_Exercise data_
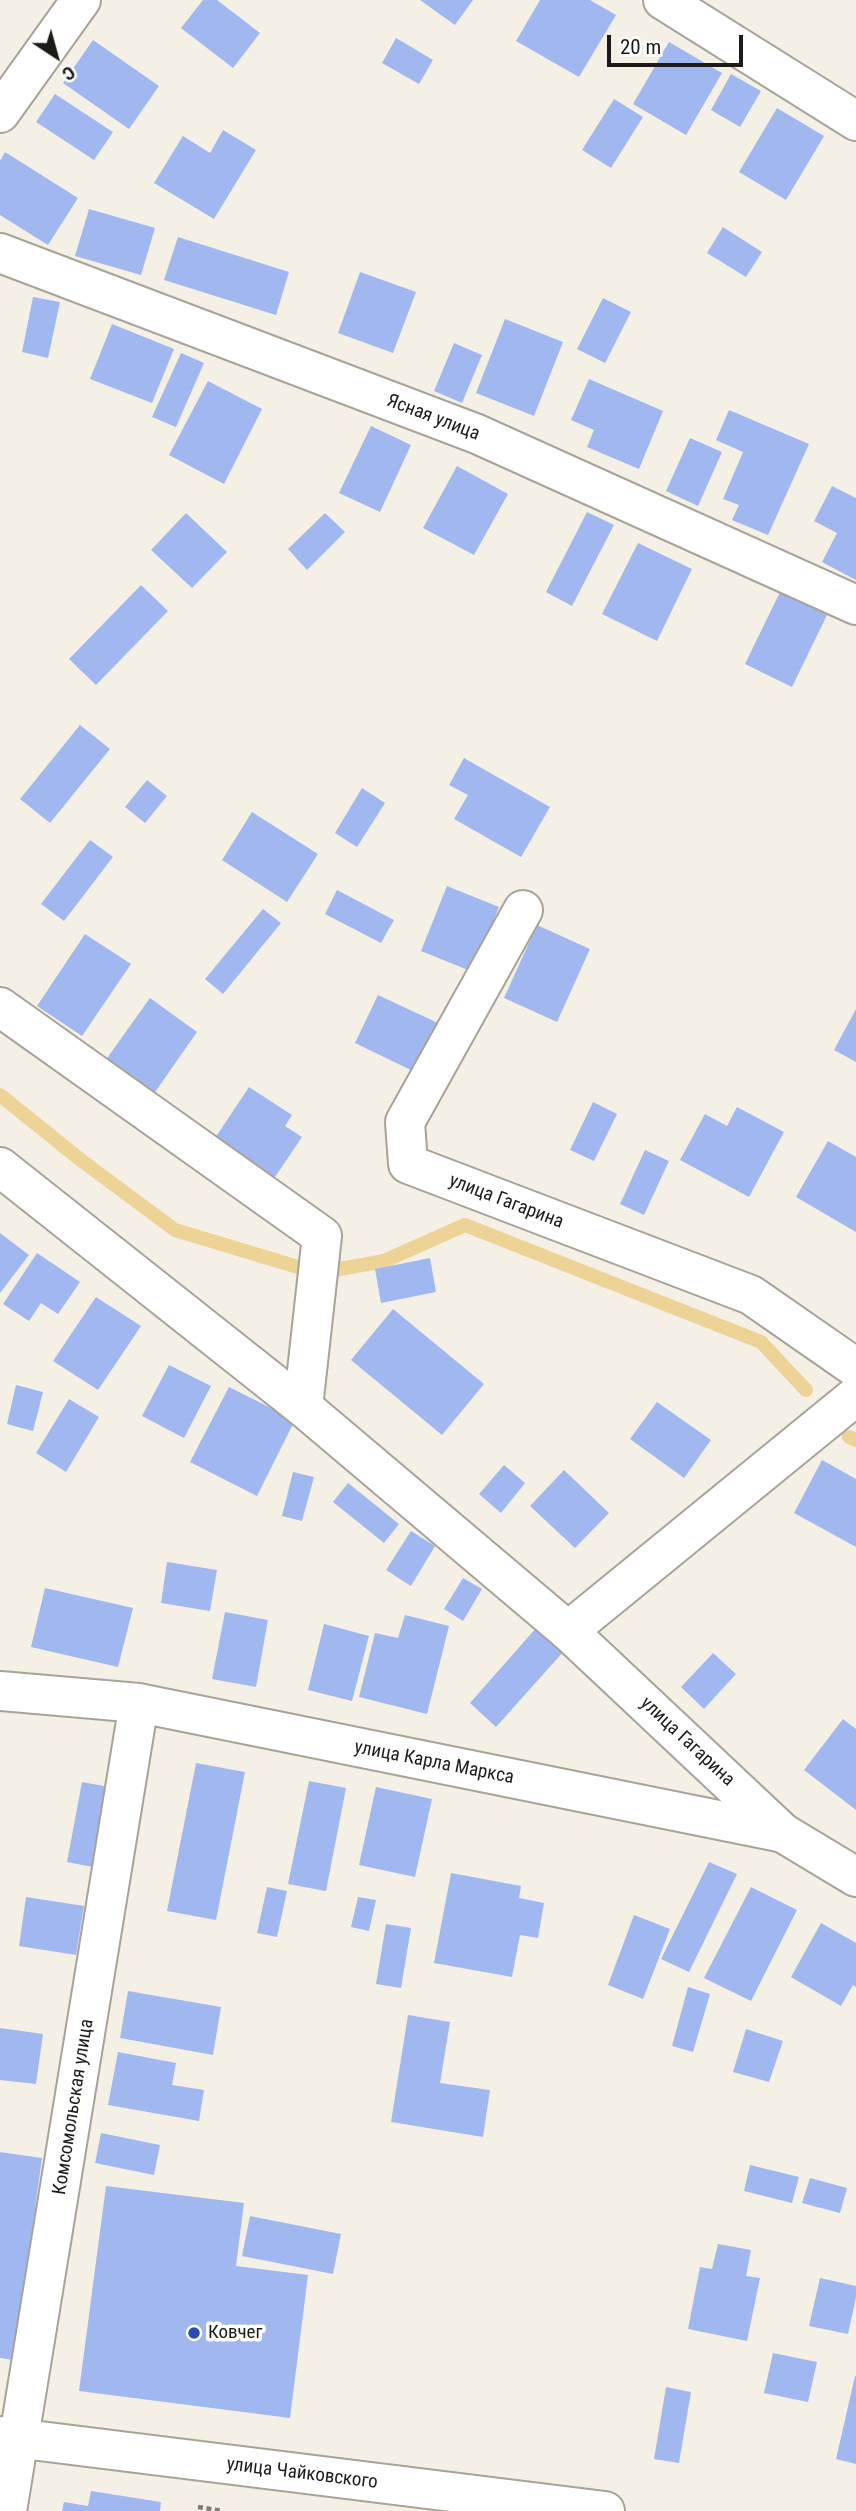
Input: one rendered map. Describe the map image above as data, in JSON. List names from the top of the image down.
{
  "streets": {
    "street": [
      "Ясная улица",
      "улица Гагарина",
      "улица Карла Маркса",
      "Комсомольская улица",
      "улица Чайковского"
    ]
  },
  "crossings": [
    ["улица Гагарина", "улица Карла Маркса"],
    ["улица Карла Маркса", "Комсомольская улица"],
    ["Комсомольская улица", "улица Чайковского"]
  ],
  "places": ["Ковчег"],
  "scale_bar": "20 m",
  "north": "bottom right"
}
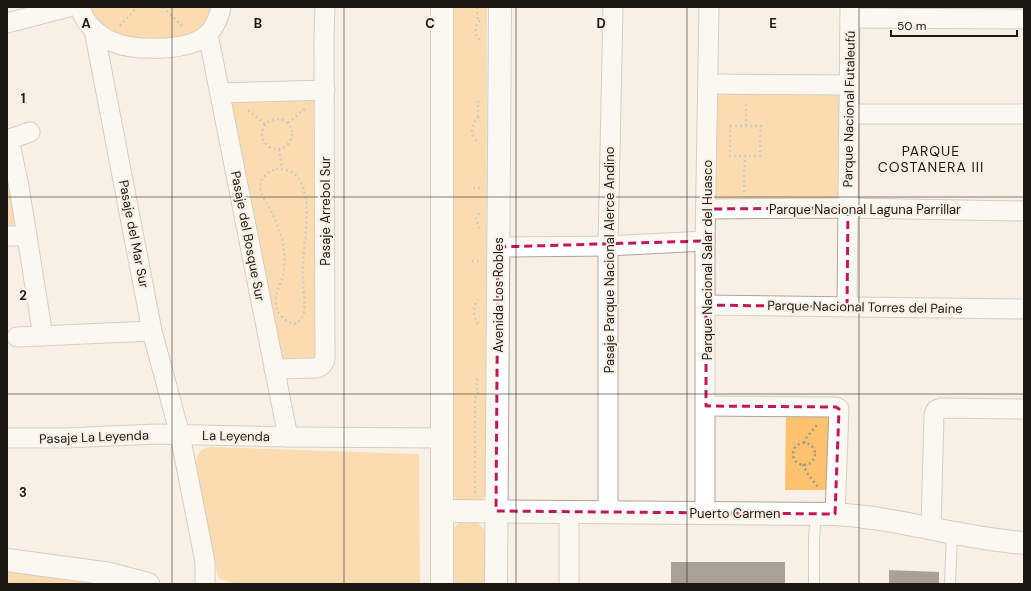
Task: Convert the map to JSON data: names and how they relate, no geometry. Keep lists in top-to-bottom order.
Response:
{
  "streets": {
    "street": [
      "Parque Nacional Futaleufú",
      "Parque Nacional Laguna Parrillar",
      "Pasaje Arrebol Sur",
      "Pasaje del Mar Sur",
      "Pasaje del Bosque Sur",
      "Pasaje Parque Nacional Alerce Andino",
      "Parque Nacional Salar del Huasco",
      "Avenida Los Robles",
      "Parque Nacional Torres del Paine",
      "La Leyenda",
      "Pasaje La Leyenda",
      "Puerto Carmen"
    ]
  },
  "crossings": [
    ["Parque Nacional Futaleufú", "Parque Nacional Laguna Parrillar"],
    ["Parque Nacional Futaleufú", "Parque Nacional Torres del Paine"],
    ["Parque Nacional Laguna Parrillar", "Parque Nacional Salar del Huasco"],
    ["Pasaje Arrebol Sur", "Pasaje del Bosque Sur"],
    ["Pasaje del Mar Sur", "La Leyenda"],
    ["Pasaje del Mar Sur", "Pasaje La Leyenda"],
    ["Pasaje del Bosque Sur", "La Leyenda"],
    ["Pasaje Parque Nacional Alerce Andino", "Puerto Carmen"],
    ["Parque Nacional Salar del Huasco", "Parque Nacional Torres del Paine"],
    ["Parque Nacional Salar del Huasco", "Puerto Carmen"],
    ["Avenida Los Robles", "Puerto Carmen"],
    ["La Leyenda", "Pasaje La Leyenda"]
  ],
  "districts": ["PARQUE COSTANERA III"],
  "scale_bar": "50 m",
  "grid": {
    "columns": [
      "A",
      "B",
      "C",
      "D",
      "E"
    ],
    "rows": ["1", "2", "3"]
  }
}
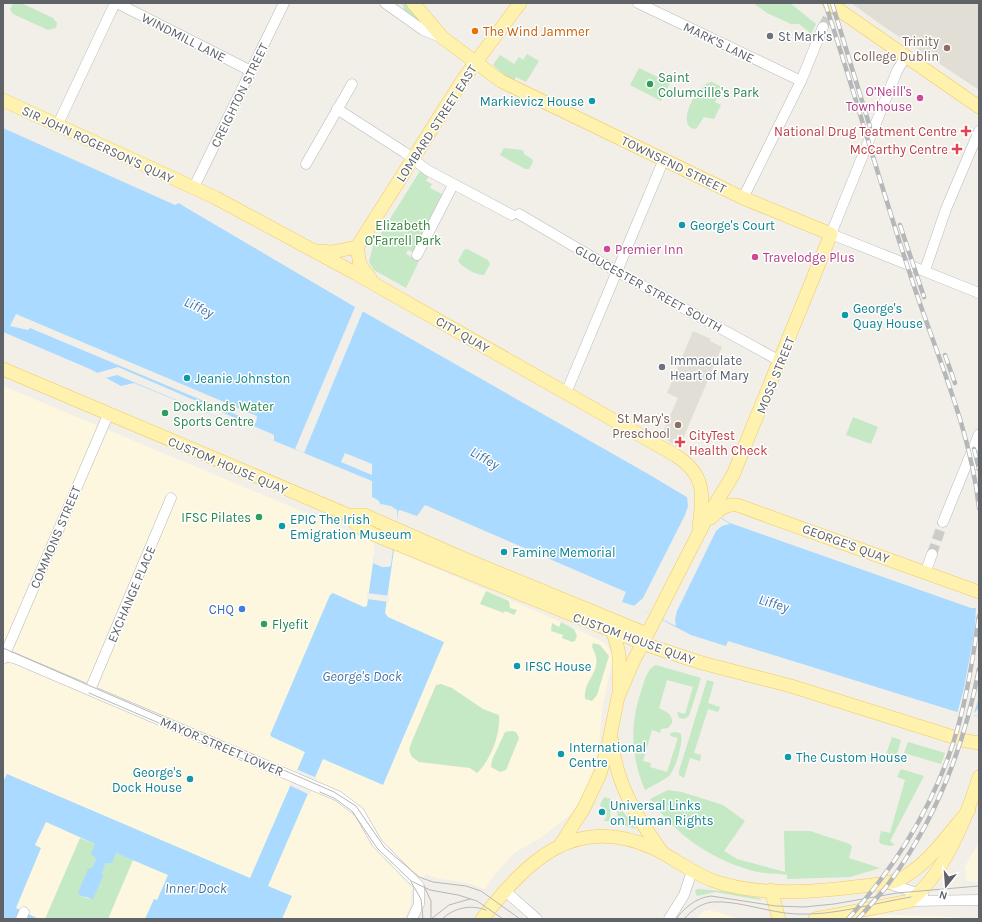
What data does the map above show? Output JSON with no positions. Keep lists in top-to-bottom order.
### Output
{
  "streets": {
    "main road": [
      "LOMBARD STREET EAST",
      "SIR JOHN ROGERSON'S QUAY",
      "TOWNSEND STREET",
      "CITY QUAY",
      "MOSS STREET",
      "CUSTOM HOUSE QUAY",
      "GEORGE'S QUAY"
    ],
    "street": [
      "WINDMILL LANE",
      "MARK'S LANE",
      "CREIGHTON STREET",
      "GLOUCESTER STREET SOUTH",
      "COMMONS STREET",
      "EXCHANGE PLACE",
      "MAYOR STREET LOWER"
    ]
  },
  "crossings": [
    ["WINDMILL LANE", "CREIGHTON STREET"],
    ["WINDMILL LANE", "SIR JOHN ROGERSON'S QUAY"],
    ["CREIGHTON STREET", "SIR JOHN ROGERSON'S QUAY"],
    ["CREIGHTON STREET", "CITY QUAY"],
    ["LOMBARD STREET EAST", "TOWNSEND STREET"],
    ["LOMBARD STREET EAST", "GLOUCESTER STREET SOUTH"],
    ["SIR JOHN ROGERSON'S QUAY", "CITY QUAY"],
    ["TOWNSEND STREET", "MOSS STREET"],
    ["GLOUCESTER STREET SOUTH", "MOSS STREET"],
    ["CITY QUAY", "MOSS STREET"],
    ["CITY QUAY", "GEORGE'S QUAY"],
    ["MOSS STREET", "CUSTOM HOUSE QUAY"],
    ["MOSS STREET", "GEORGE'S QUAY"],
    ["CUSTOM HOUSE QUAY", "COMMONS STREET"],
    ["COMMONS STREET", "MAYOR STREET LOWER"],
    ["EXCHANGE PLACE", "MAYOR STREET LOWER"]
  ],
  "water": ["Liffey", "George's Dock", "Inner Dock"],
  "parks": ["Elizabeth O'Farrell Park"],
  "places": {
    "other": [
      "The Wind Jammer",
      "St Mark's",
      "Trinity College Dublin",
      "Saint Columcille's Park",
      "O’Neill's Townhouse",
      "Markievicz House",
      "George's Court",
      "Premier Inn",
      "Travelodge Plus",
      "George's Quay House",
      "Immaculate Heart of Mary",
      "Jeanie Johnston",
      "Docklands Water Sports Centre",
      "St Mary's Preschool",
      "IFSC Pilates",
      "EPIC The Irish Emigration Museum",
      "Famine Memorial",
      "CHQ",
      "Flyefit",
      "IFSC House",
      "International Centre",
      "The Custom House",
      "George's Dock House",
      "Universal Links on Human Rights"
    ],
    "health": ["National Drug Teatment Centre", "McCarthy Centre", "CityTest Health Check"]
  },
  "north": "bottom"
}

_Task prompt_
Which lines of the records hold the string "Чайковского"? Copy each one.

_Solution for this task_
      "улица Чайковского"
    ["Комсомольская улица", "улица Чайковского"]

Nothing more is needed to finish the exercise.